(Reuters) - Factbox on the referees for the three-test series between the British and Irish Lions and New Zealand, which starts next month:
Like many referees, the 37-year-old lawyer from Bloemfontein took up the whistle when injuries curtailed his career as a player in his twenties.
Although he communicates well, Peyper can be fussy, has little truck with captains who question his every decision and has been criticised for inconsistent use of the Television Match Official (TMO).
He came under fire in Dublin last year after officiating Ireland’s loss to New Zealand when he was accused of letting the All Blacks get away with aggressive, some would say downright dangerous, tackling.
Peyper also has few friends among Australia fans because of what they perceive to be a soft approach to cynical play from the All Blacks on the rare occasions the world champions have found themselves under pressure in Bledisloe Cup matches.
Garces, who refereed New Zealand’s tight semi-final victory over South Africa at the 2015 World Cup, will not hesitate to punish cynical foul play with yellow cards regardless of the context of the match.

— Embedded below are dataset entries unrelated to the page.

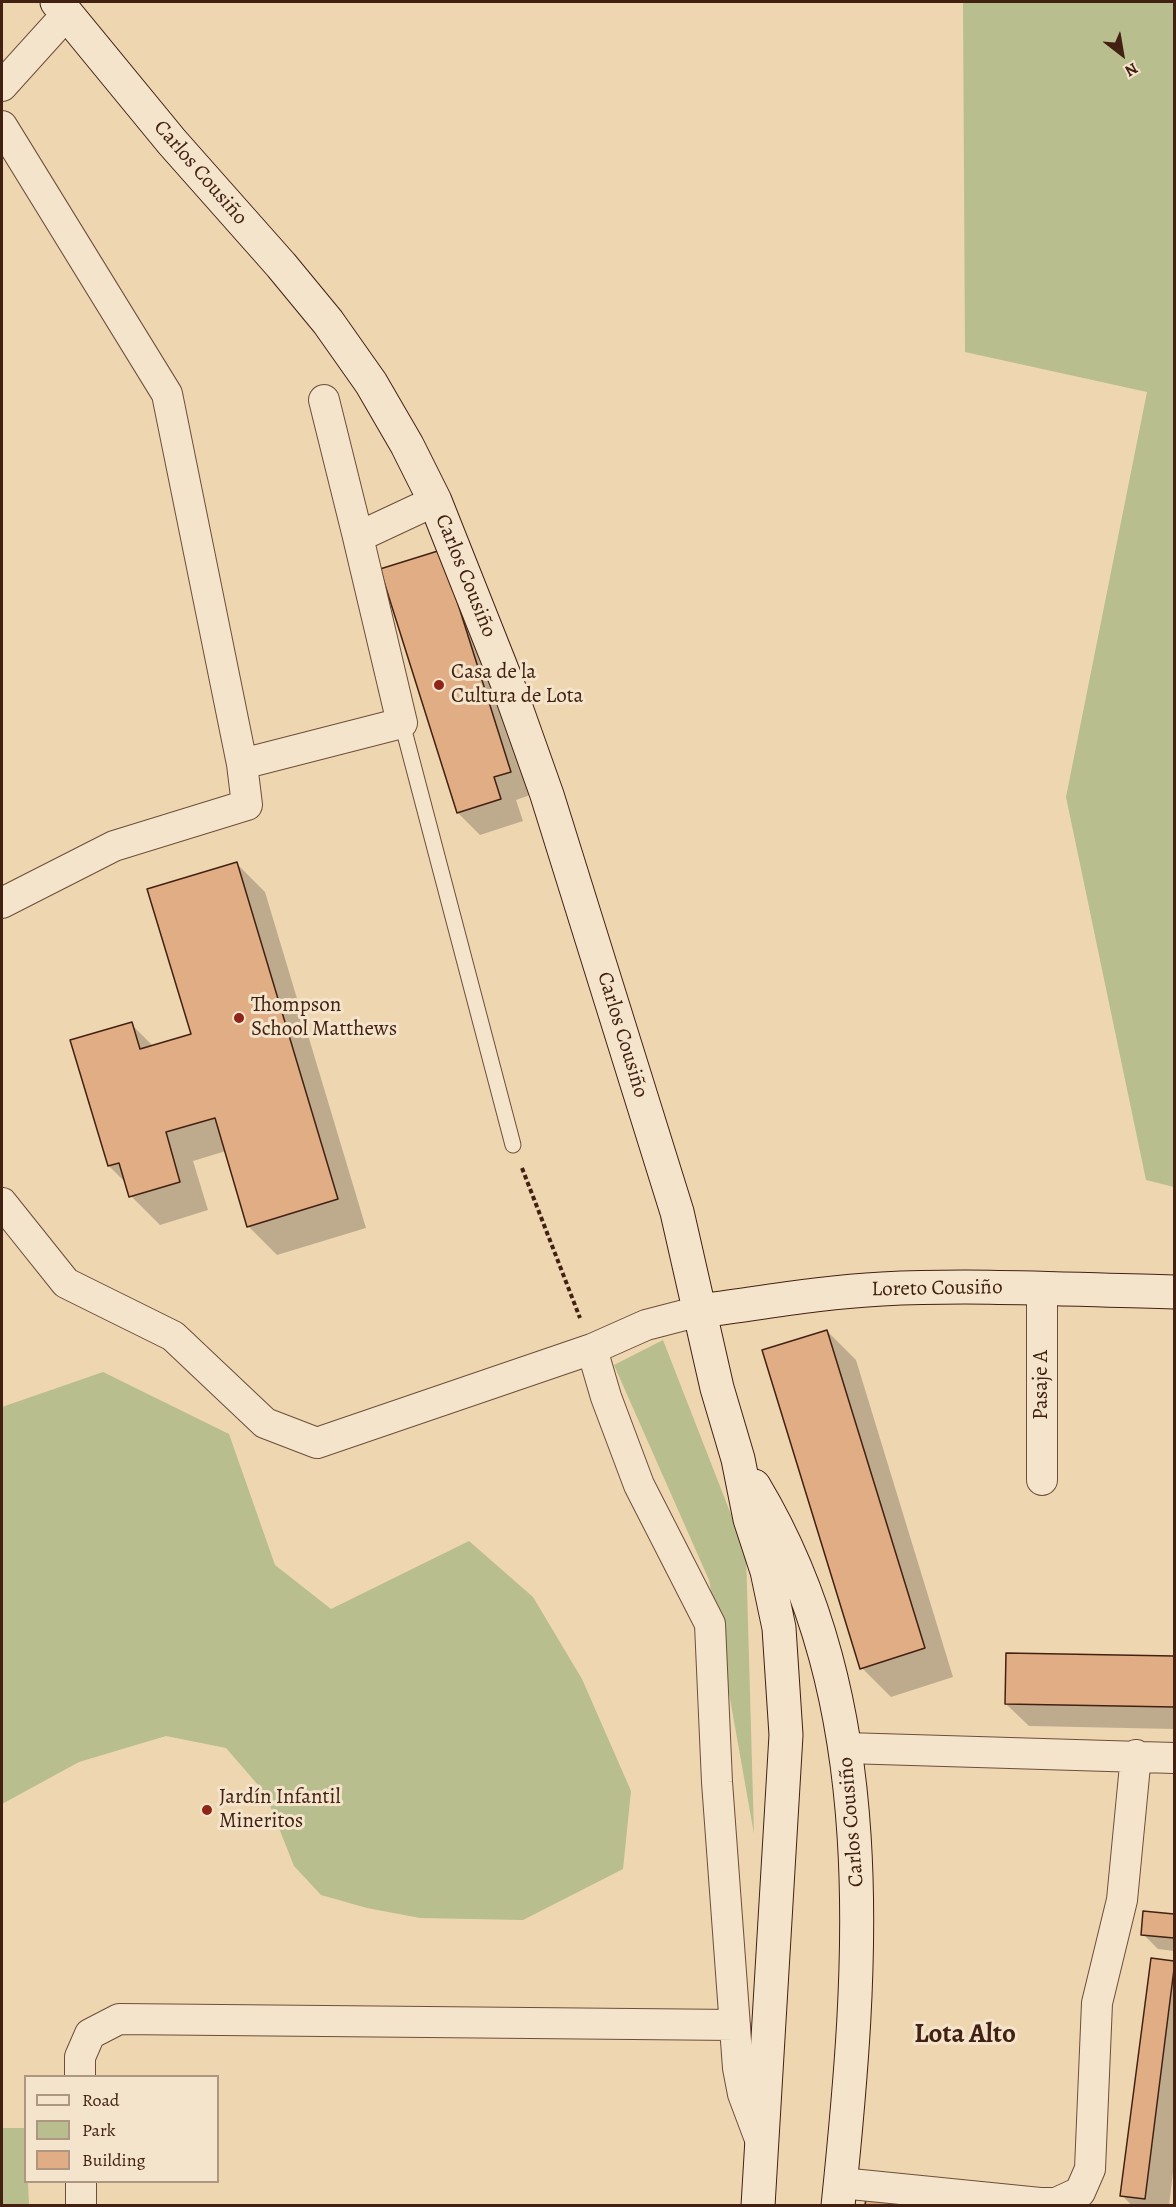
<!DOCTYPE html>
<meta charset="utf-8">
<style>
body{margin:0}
#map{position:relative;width:1176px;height:2207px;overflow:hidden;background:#eed6b1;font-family:Alegreya,serif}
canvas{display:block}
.frame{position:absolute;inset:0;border:3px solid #422113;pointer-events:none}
.legend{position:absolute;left:24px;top:2075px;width:195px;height:108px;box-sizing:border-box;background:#f4e4cc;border:2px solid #ad9682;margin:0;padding:8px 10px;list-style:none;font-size:18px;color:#422113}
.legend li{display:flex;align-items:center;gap:12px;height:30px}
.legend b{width:30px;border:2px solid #ad9682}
.north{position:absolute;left:1092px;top:24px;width:60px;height:60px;-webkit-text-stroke:4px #f4e4cc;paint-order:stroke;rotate:149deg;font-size:16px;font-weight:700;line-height:24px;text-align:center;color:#422113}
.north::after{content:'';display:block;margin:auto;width:21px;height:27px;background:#422113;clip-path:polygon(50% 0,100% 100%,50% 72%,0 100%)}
</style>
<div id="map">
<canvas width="1176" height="2207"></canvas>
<div class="frame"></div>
<ul class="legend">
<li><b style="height:8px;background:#f4e4cc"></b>Road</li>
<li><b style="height:16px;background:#b8be8d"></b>Park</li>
<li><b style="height:16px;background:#e0ad84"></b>Building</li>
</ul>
<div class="north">N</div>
</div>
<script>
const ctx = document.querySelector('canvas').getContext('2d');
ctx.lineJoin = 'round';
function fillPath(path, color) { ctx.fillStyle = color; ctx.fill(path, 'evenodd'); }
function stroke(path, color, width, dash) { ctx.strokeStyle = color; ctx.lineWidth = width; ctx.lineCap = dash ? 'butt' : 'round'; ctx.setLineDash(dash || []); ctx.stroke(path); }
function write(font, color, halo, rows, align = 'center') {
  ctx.font = font + ' Alegreya,serif'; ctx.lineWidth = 6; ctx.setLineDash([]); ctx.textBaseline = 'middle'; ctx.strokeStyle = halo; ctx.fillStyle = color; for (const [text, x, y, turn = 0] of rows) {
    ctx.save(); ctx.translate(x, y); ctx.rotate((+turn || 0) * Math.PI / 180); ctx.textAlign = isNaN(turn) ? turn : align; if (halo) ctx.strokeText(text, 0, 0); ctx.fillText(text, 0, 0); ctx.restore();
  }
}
fillPath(new Path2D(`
 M963 2H1174V1187L1146 1180 1066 797 1147 392 965 352Z
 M663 1340 746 1553 754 1834 709 1580 614 1365Z
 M103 1372 229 1434 275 1565 331 1609 469 1541 533 1597 582 1679 631 1791 623 1869 523 1920 420 1918 367 1908 321 1895 294 1866 265 1793 226 1748 166 1736 79 1762 2 1804V1407Z
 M25 2128 26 2182H28L29 2205H2V2128Z`), '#b8be8d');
fillPath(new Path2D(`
 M441 551 533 794 516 800 523 821 480 835 458 813 382 570Z
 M236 863 265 892 366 1228 277 1255 248 1226 226 1151 193 1161 208 1210 160 1225 131 1196 127 1184 109 1166 131 1024 154 1047 192 1035Z
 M827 1331 856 1360 953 1677 891 1697 862 1668Z
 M1007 1655 1174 1657V1729L1029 1726 1006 1704Z
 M1145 1912 1174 1915V1951L1158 1949 1143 1934Z
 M1152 1960 1174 1963V2164L1169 2206H1132L1122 2195Z`), '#0003');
const building = new Path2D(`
 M441 550 511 772 494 777 501 799 457 813 380 569Z
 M237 862 338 1199 247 1227 215 1118 166 1132 180 1182 129 1197 119 1163 108 1166 70 1040 132 1022 140 1049 191 1034 147 889Z
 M827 1330 925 1648 860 1669 762 1350Z
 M1006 1653 1174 1656V1707L1005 1704Z
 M1143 1911 1174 1914V1938L1141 1935Z
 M1151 1958 1174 1961V1969L1145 2199 1120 2196Z
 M866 2197 929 2206H865Z`);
fillPath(building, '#e0ad84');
stroke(building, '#422113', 1.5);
const lane = new Path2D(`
 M402 723 513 1145`);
const street = new Path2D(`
 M2 86 67 14
 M2 126 167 394 242 764 402 723 358 537 435 501
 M324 400 358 537
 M2 903 114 846 247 805 242 764
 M2 1203 66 1283 173 1336 265 1423 317 1443 592 1349
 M700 1311 646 1325 592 1349 606 1397 639 1485 710 1624 717 1782 738 2068 743 2094 761 2142
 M1042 1480V1289
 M846 1748 1174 1758
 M80 2076V2057L90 2034 119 2019 735 2025
 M81 2182V2206
 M841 2183 1040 2203H1056L1080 2192 1090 2169 1097 2003 1122 1900 1136 1755`);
const secondary = new Path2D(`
 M57 2 172 142 281 265 328 322 371 383 407 445 435 501 508 685 547 795 677 1212 717 1388 738 1459 750 1519 767 1571 779 1628 786 1735 758 2206
 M700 1311C761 1303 821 1292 882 1289 979 1284 1077 1290 1174 1292
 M754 1486C884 1703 863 1964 838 2206`);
stroke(lane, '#6d4e3a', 17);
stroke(street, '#6d4e3a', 32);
stroke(secondary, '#422113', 35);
stroke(new Path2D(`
 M522 1168 580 1318`), '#422113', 4, [4.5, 3]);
stroke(lane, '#f4e4cc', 15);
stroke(street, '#f4e4cc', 30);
stroke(secondary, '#f4e4cc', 33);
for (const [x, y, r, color] of [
 [439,685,6,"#8f2418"],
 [239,1018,6,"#8f2418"],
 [207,1810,6,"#8f2418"]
]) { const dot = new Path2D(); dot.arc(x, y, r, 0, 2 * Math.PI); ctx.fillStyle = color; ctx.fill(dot); stroke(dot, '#f4e4cc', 2); }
write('21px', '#422113', '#f4e4cc', [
 ["Carlos Cousiño",200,173,49],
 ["Carlos Cousiño",465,576,68],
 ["Carlos Cousiño",622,1035,73],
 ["Loreto Cousiño",937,1289,-1],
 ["Pasaje A",1042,1385,-90],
 ["Carlos Cousiño",852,1822,-95]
]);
write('21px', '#422113', '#f4e4cc', [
 ["Casa de la",451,673],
 ["Cultura de Lota",451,697],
 ["Thompson",251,1006],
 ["School Matthews",251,1030],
 ["Jardín Infantil",219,1798],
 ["Mineritos",219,1822]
], 'left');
write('bold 27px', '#422113', '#f4e4cc', [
 ["Lota Alto",965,2035]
]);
</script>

Like his compatriot Romain Poite, the 43-year-old from Pau can be relied upon to reward a dominant scrum and he is an absolute stickler for players rolling away at the breakdown.
He attracted some controversy at the last World Cup when he failed to penalise Argentine prop Ramiro Herrera for a late, reckless charge into a ruck against Ireland.
However, he also showed the light touch that fans love earlier in the tournament when he took charge of Japan’s stunning upset of the Springboks in Brighton.
Poite took charge of the third test of the 2013 Lions tour to Australia and played a key role in sending the decisive match the tourists’ way with his refereeing of the scrum.
The 41-year-old rewarded the dominant scrummaging of Lions prop Alex Corbisiero and punished Australia’s attempts to disrupt the set piece, which had a big impact on the 41-16 victory that won the Lions the series.
Later that year, however, he was excluded from top tier matches for the November series after showing South Africa hooker Bismarck du Plessis a yellow card for a tackle on New Zealand’s Dan Carter.
Always very much the boss, Poite upset Australia coach Michael Cheika when he refused to engage with Wallabies skipper Stephen Moore during a test against the All Blacks last year.
His response to England’s confusion over Italy’s refusal to form rucks in a Six Nations match earlier this year - “I‘m sorry, I‘m a referee not a coach” - was ultimately vindicated by a World Rugby ruling that the tactic was legal.